In the process of promoting the first Gnomeo & Juliet movie last year — which was produced by Rocket Films, John's and Furnish's company, and distributed by Disney — the pair had plenty of opportunities to espouse the virtues of becoming dads past the typical parenting age.
"Look, I'm not an idiot," John told London's Mirror newspaper. "I was prepared for criticism. I knew people would say that I was too old. I knew people would point out that I had said it myself. I did say it. But you know what? That was true for me when I said it, but I changed.

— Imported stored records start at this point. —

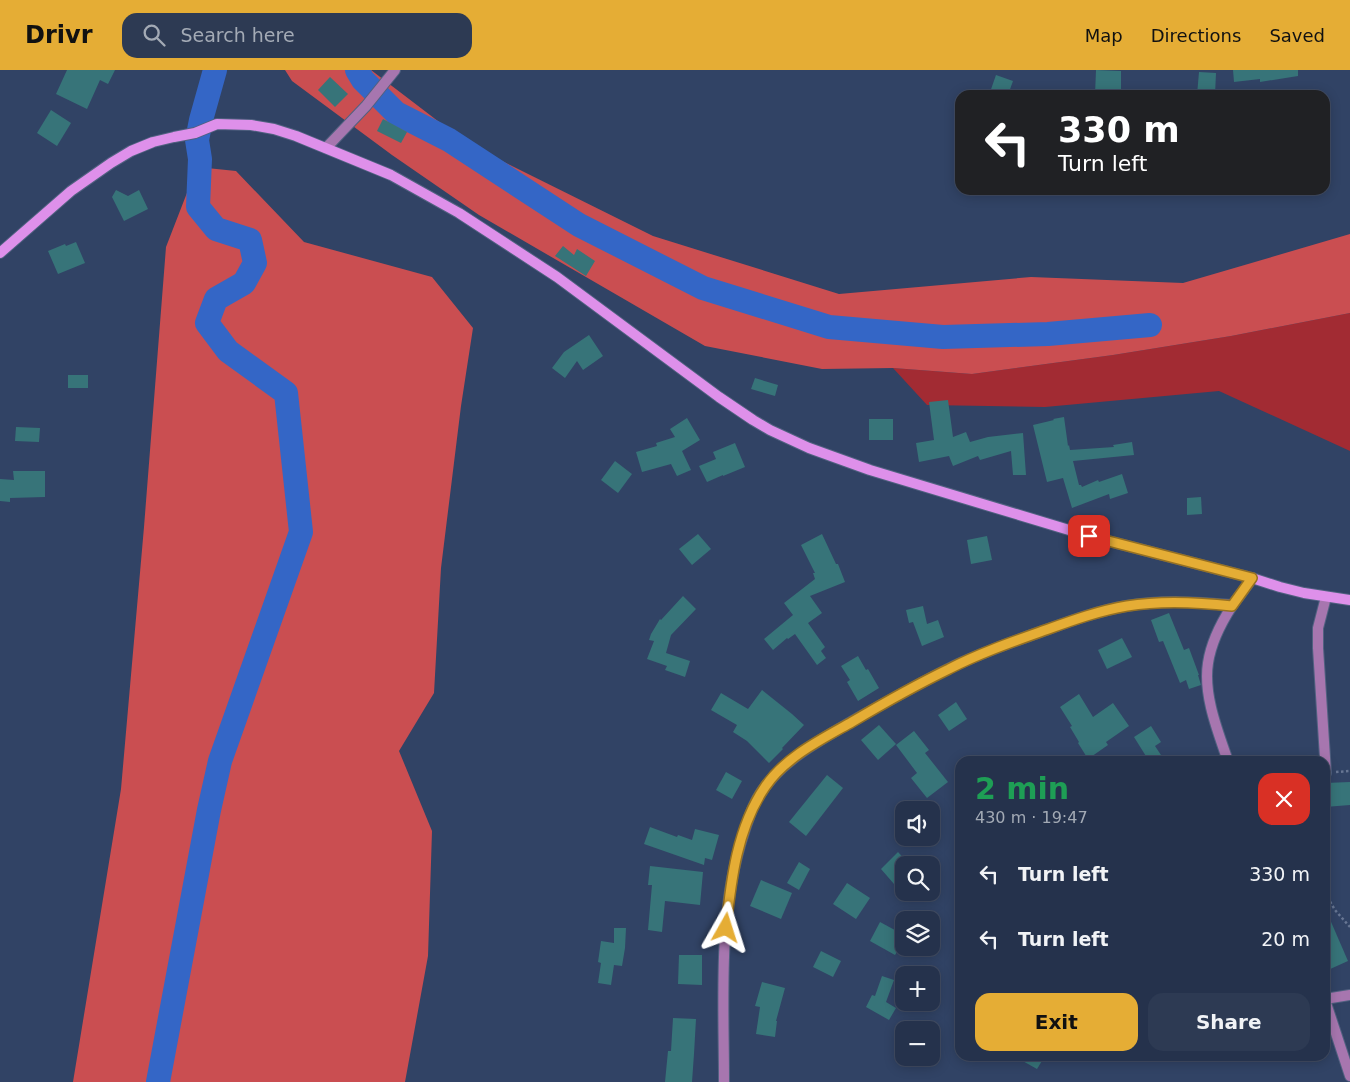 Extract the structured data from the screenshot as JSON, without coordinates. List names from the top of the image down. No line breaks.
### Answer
{"page":{"header":"Drivr","search":"Search here","nav":["Map","Directions","Saved"],"turn":["330 m","Turn left"],"heading":["2 min","430 m · 19:47"],"map_buttons":["+","−"],"list":[{"name":"Turn left","value":"330 m"},{"name":"Turn left","value":"20 m"}],"buttons":["Exit","Share"]}} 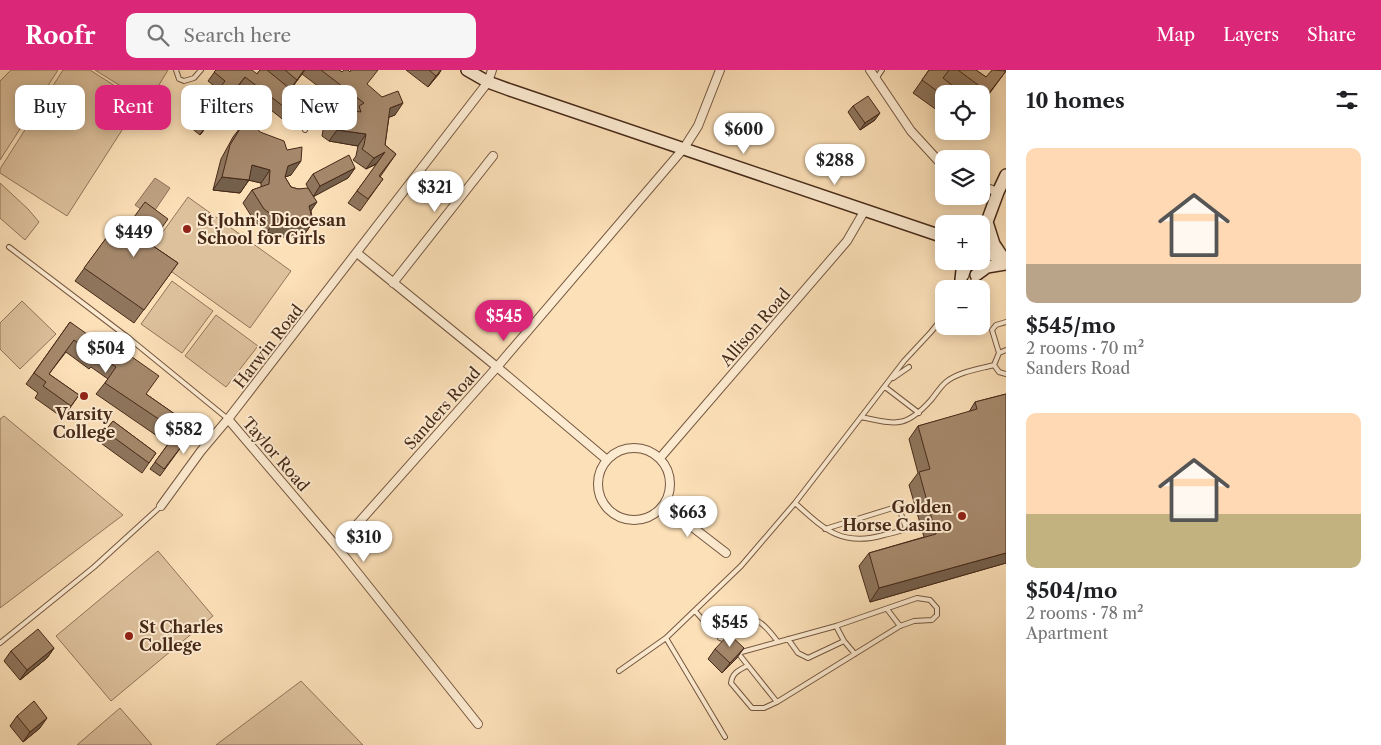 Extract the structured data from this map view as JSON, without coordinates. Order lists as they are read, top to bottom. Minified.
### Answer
{"streets":{"street":["Allison Road","Harwin Road","Sanders Road","Taylor Road"]},"crossings":[["Harwin Road","Taylor Road"],["Sanders Road","Taylor Road"]],"places":["St John's Diocesan School for Girls","Varsity College","Golden Horse Casino","St Charles College"],"page":{"header":"Roofr","search":"Search here","nav":["Map","Layers","Share"],"heading":"10 homes","map_buttons":["+","−"],"chip":["Buy","Rent","Filters","New"],"price":["$600","$288","$321","$449","$545","$504","$582","$663","$310","$545"],"list":[{"name":"$545/mo","note":"2 rooms · 70 m² · Sanders Road"},{"name":"$504/mo","note":"2 rooms · 78 m² · Apartment"}]}} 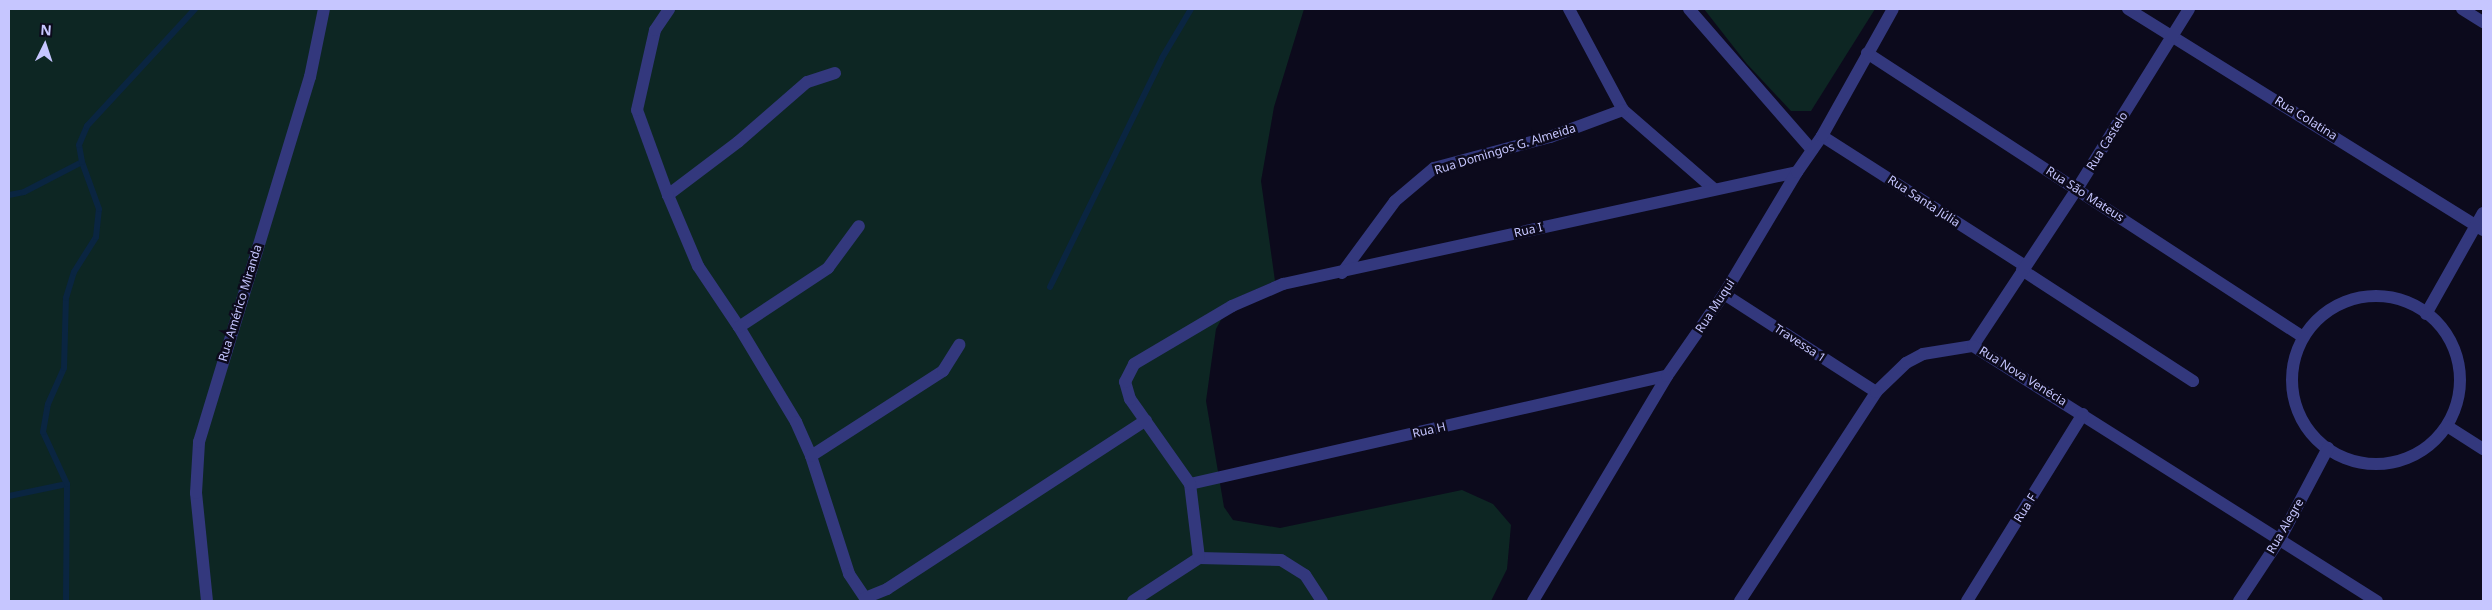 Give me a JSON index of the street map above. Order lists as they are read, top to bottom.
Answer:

I changed my mind.
"Something happened to change things and I went into this with my eyes open, knowing exactly what the reaction would be and prepared to take it on. I'm not afraid of sticking my head above the parapet because this is everything and it's worth it. It was a huge decision and it was not one we went into lightly… I have never been happier and never been more sure we've done the right thing."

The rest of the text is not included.